▸ TASK DESCRIPTION: Please work out how many lines include the word "Crémazie" in the entries, and reply with only the count.

▸ EXERCISE DATA:
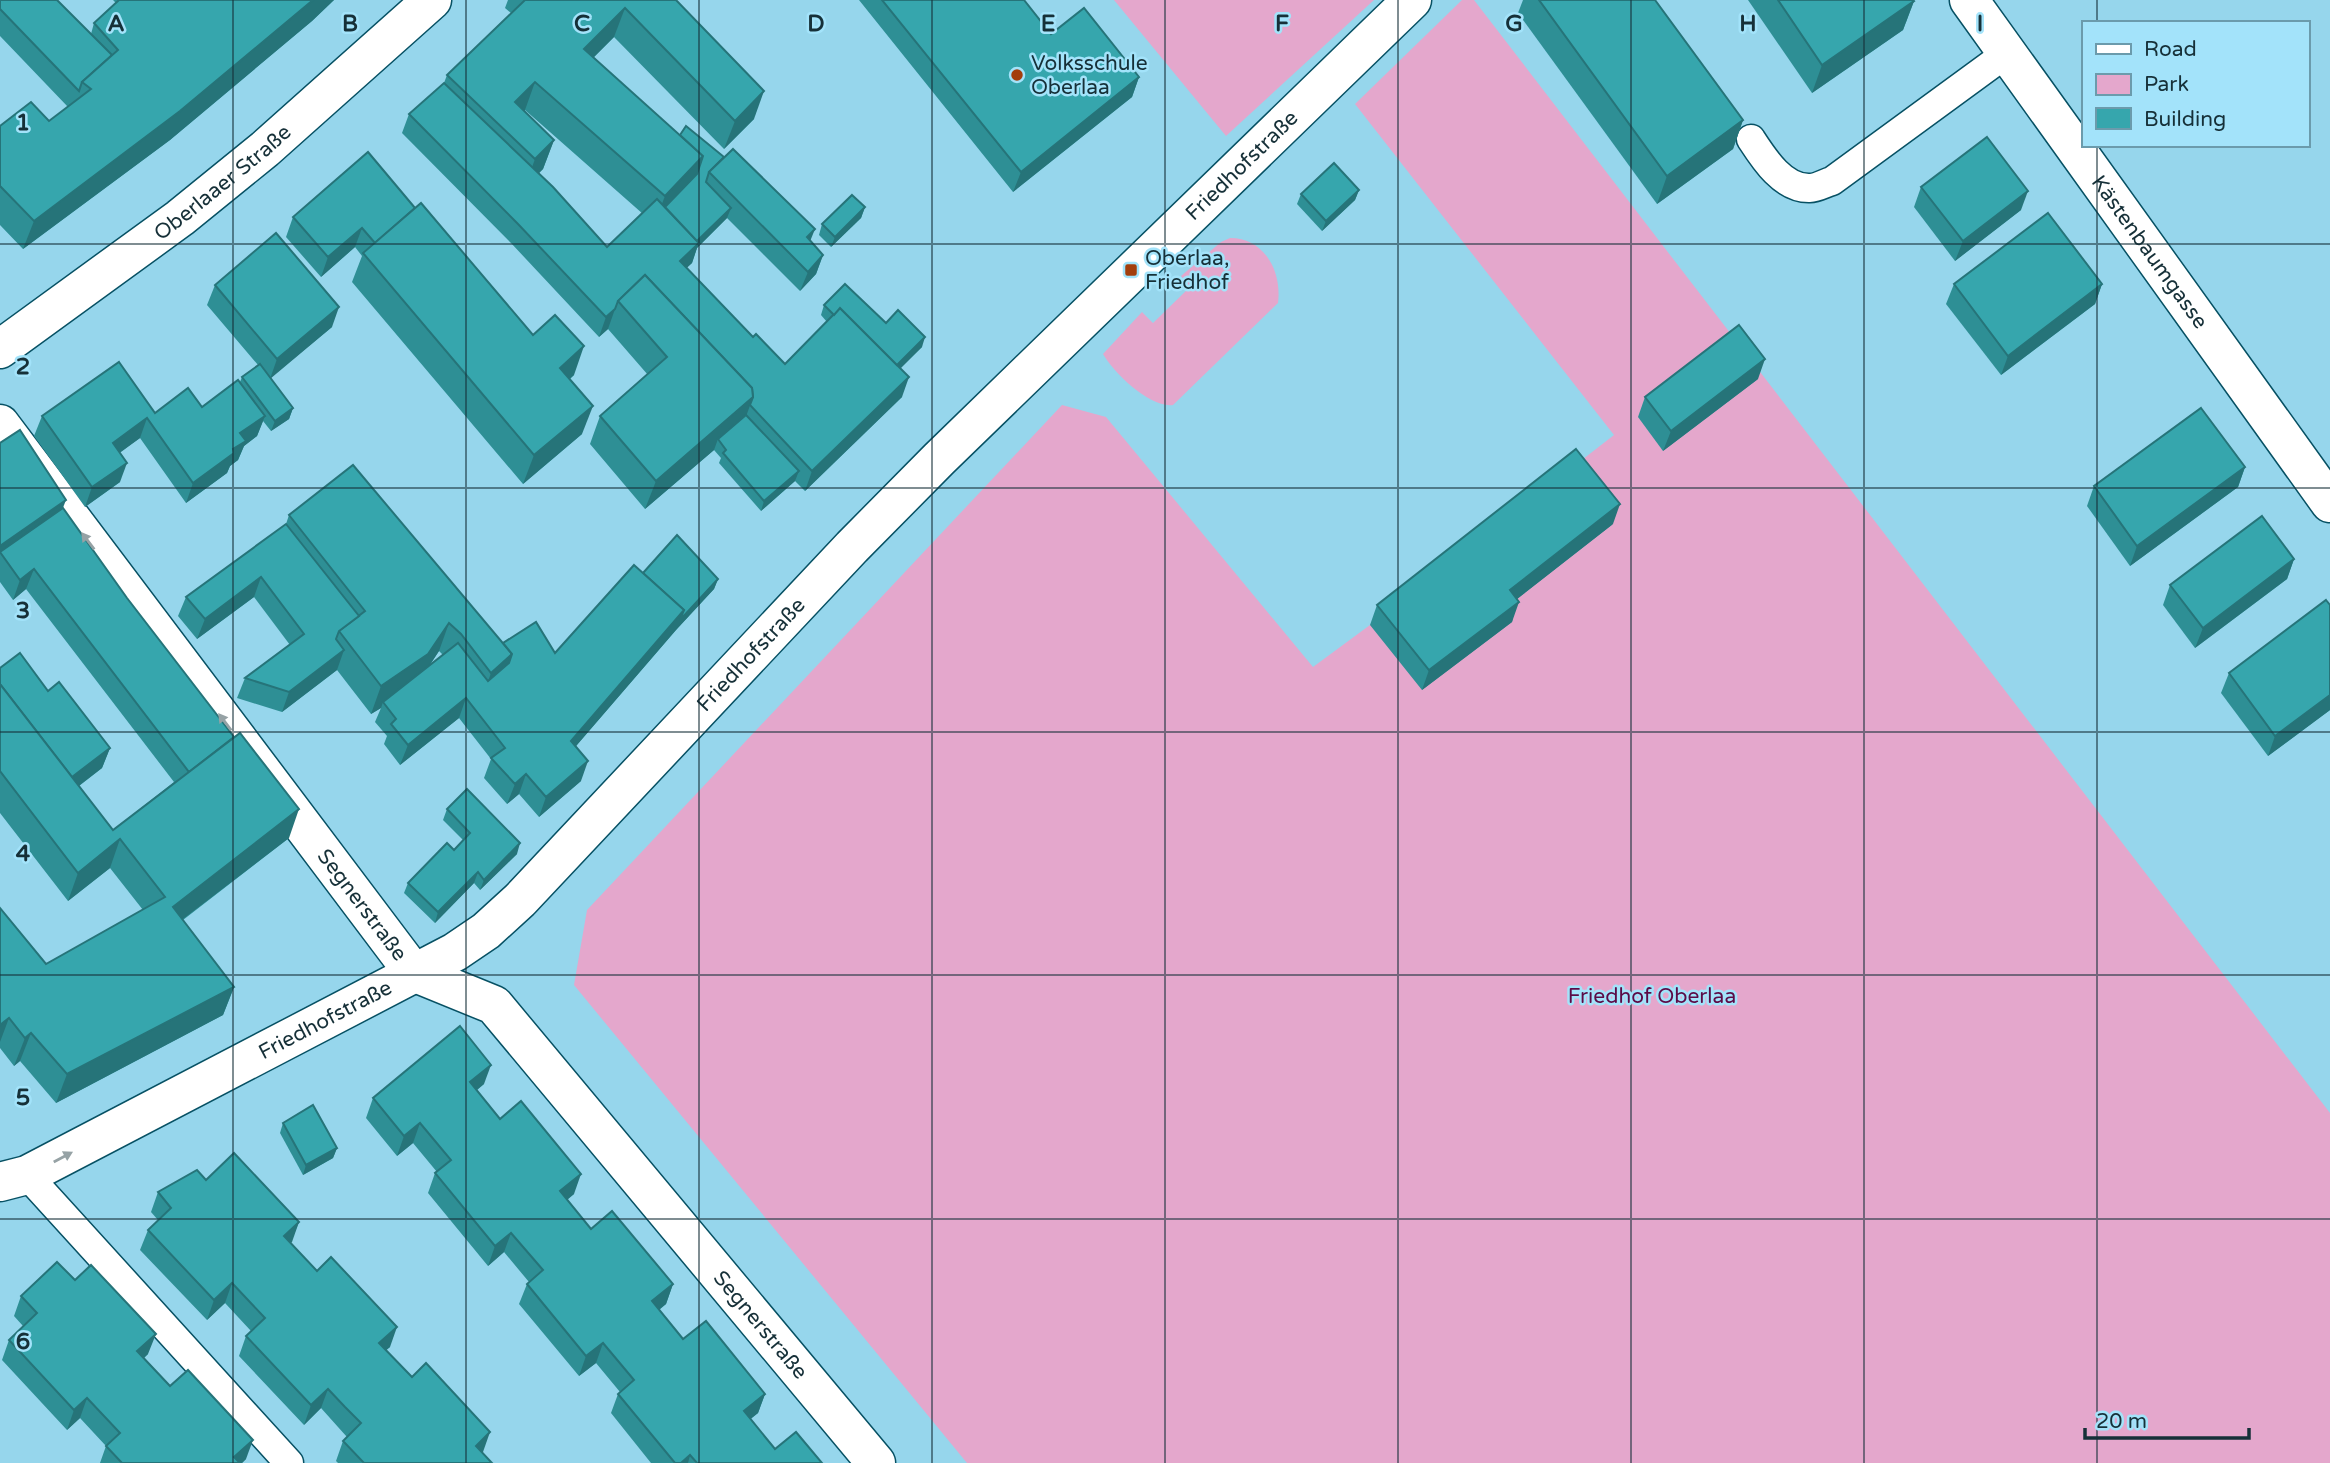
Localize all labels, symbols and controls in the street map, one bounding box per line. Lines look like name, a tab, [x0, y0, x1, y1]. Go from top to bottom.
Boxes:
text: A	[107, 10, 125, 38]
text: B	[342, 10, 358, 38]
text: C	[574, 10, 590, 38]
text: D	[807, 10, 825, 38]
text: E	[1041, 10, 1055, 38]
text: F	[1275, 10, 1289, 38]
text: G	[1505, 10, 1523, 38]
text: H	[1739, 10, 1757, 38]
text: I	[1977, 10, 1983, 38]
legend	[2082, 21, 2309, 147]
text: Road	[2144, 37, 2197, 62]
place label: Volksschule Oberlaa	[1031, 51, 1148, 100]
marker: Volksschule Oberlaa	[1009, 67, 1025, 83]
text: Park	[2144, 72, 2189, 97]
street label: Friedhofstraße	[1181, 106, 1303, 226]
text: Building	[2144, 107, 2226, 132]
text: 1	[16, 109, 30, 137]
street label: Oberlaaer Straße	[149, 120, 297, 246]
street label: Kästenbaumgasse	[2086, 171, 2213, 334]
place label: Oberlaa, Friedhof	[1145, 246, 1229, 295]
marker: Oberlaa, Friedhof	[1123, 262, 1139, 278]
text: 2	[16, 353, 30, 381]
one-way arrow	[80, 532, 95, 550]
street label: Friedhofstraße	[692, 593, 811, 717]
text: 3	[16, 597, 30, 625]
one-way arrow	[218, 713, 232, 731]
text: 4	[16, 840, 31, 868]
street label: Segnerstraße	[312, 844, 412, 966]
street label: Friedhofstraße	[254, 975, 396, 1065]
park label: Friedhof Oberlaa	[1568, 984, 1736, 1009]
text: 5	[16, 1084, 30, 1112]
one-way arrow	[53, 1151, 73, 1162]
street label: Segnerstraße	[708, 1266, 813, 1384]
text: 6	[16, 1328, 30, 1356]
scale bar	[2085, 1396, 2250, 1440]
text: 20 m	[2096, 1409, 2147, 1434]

...

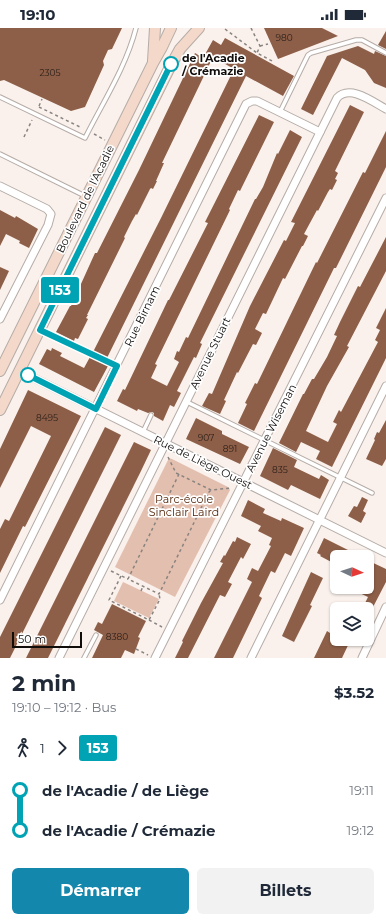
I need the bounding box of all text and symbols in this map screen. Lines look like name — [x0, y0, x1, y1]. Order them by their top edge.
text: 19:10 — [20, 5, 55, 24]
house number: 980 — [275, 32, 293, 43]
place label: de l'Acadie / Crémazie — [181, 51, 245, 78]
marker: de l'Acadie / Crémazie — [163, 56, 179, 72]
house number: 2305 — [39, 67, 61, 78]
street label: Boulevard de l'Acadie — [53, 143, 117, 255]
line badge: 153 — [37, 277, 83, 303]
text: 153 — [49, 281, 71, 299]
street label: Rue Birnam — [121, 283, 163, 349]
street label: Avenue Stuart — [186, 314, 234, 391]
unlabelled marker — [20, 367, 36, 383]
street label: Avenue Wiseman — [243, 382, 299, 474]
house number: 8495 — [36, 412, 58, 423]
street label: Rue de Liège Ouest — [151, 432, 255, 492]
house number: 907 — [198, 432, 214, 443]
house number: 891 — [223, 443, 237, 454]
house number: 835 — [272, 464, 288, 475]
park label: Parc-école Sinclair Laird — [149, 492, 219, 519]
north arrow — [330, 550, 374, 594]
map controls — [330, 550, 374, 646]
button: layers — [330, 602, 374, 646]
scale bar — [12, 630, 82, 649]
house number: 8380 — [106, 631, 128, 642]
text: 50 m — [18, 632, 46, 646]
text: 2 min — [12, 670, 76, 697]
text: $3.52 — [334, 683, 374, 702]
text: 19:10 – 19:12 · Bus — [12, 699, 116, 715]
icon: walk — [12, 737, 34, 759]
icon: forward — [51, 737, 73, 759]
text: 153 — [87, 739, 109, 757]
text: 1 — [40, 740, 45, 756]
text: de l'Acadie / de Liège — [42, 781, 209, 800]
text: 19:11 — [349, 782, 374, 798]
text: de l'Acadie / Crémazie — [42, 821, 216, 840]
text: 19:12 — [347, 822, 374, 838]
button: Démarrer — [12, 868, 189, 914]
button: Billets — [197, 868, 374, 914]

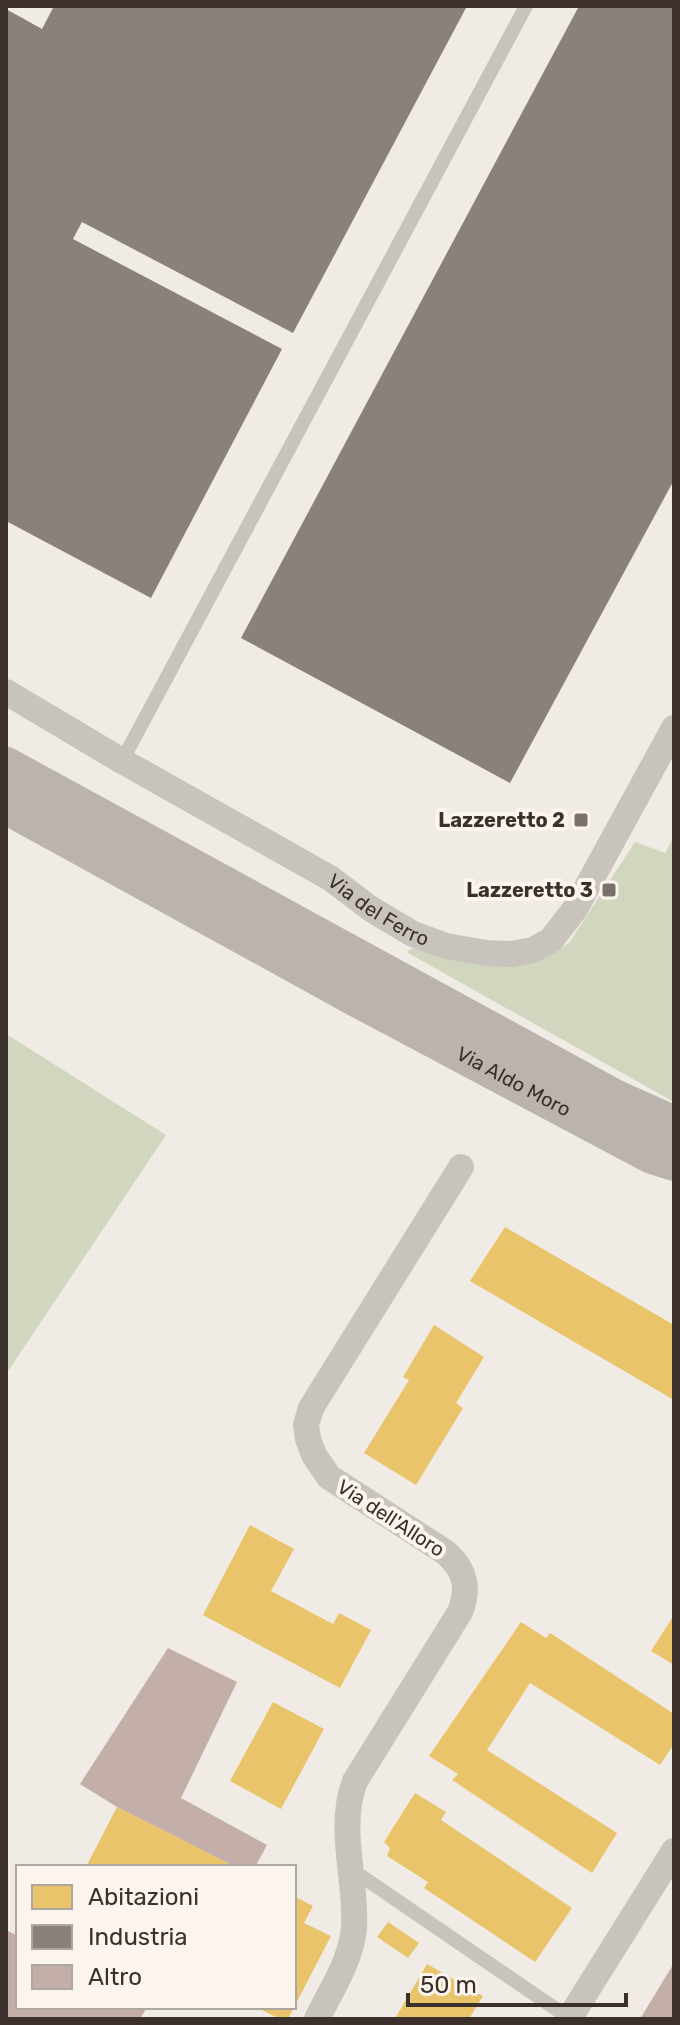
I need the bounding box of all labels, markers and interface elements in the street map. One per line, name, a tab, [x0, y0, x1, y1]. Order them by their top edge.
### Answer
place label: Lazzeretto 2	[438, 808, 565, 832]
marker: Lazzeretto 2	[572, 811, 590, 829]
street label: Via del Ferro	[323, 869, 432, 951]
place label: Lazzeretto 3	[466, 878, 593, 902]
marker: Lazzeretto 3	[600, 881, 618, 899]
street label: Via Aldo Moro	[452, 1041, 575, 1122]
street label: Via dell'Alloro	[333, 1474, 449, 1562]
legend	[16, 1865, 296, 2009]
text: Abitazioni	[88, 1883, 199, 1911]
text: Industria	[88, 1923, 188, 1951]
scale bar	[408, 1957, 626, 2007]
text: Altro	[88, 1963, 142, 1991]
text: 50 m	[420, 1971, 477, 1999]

* * *

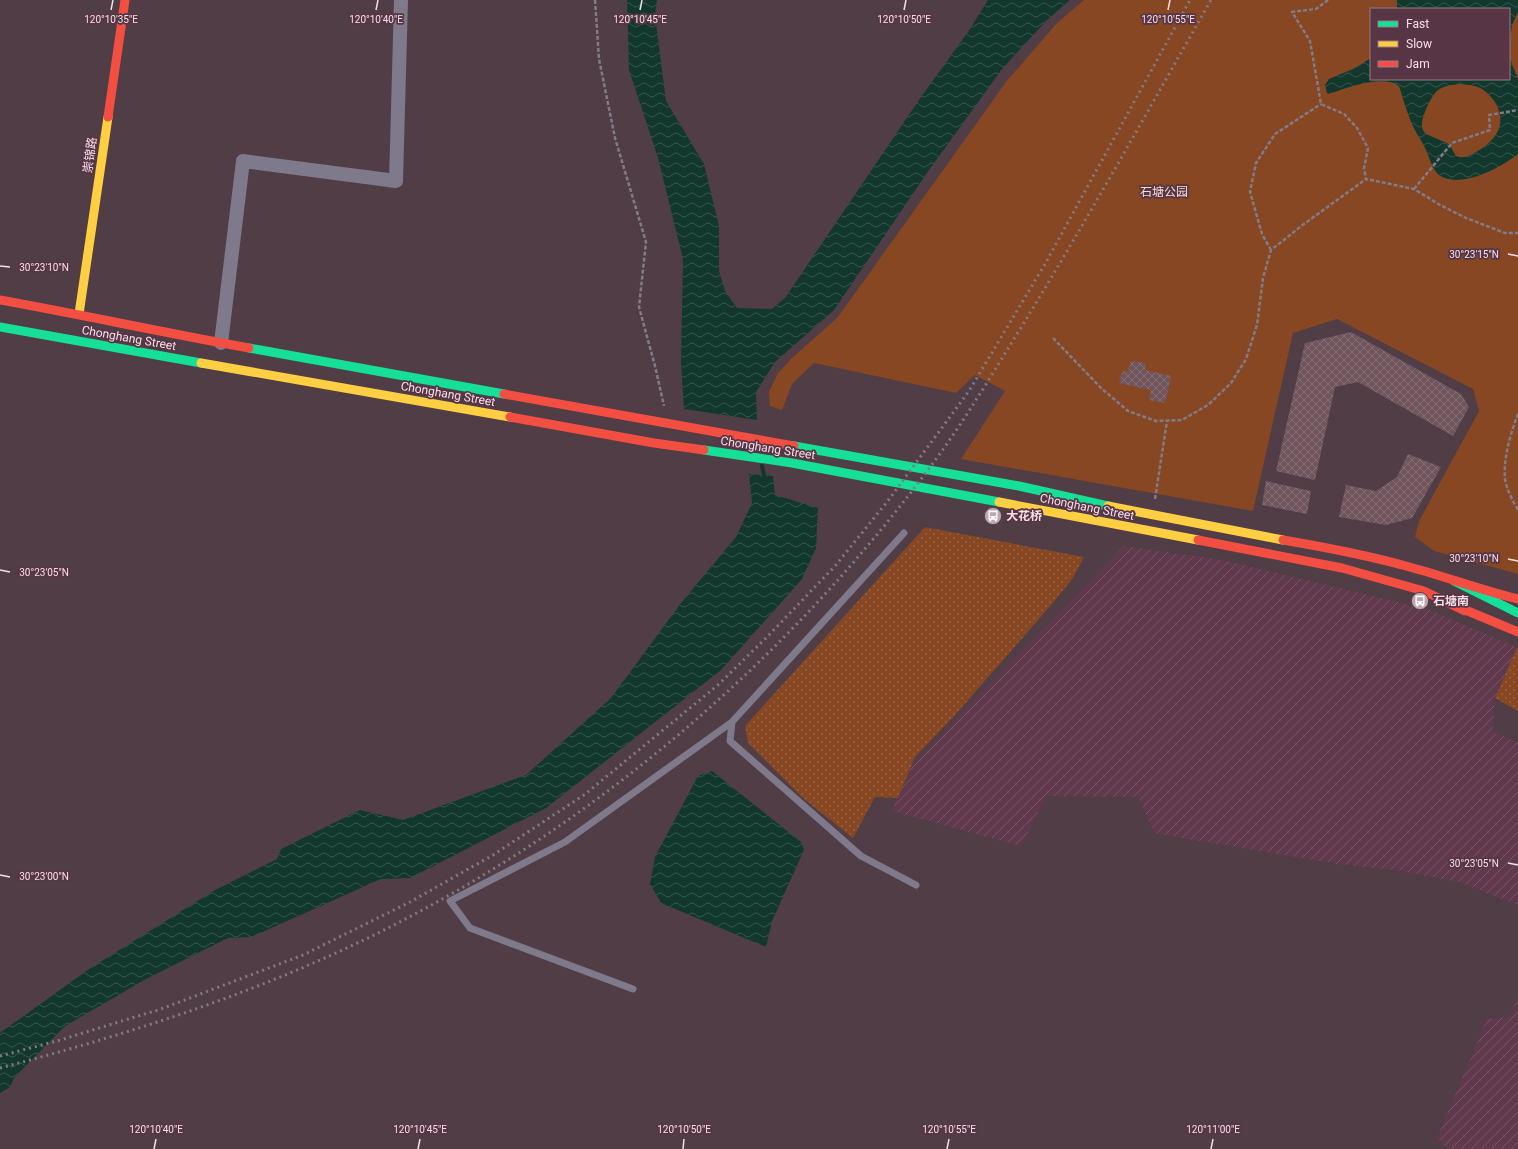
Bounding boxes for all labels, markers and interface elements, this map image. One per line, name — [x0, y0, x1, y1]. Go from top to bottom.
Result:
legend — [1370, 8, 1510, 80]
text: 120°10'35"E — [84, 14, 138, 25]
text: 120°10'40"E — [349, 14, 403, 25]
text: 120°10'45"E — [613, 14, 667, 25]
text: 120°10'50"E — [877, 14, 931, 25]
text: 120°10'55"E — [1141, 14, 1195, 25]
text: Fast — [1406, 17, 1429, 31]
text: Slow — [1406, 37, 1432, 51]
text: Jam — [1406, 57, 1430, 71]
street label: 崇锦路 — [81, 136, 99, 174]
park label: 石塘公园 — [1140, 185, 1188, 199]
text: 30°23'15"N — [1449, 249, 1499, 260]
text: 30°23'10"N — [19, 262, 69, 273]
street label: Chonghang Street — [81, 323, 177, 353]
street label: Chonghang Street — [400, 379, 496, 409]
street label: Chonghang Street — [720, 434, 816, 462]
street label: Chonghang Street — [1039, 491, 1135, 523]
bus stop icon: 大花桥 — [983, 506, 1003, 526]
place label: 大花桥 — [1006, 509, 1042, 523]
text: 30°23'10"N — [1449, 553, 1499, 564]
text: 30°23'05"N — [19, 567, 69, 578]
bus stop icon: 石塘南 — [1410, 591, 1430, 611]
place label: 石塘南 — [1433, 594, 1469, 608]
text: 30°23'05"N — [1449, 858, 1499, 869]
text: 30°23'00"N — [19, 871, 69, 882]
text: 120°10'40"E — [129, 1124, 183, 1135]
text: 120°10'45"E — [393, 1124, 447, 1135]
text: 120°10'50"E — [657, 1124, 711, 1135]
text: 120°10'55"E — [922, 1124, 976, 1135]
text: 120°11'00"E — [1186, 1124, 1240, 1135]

▸ SOLVED EXERCISE: 3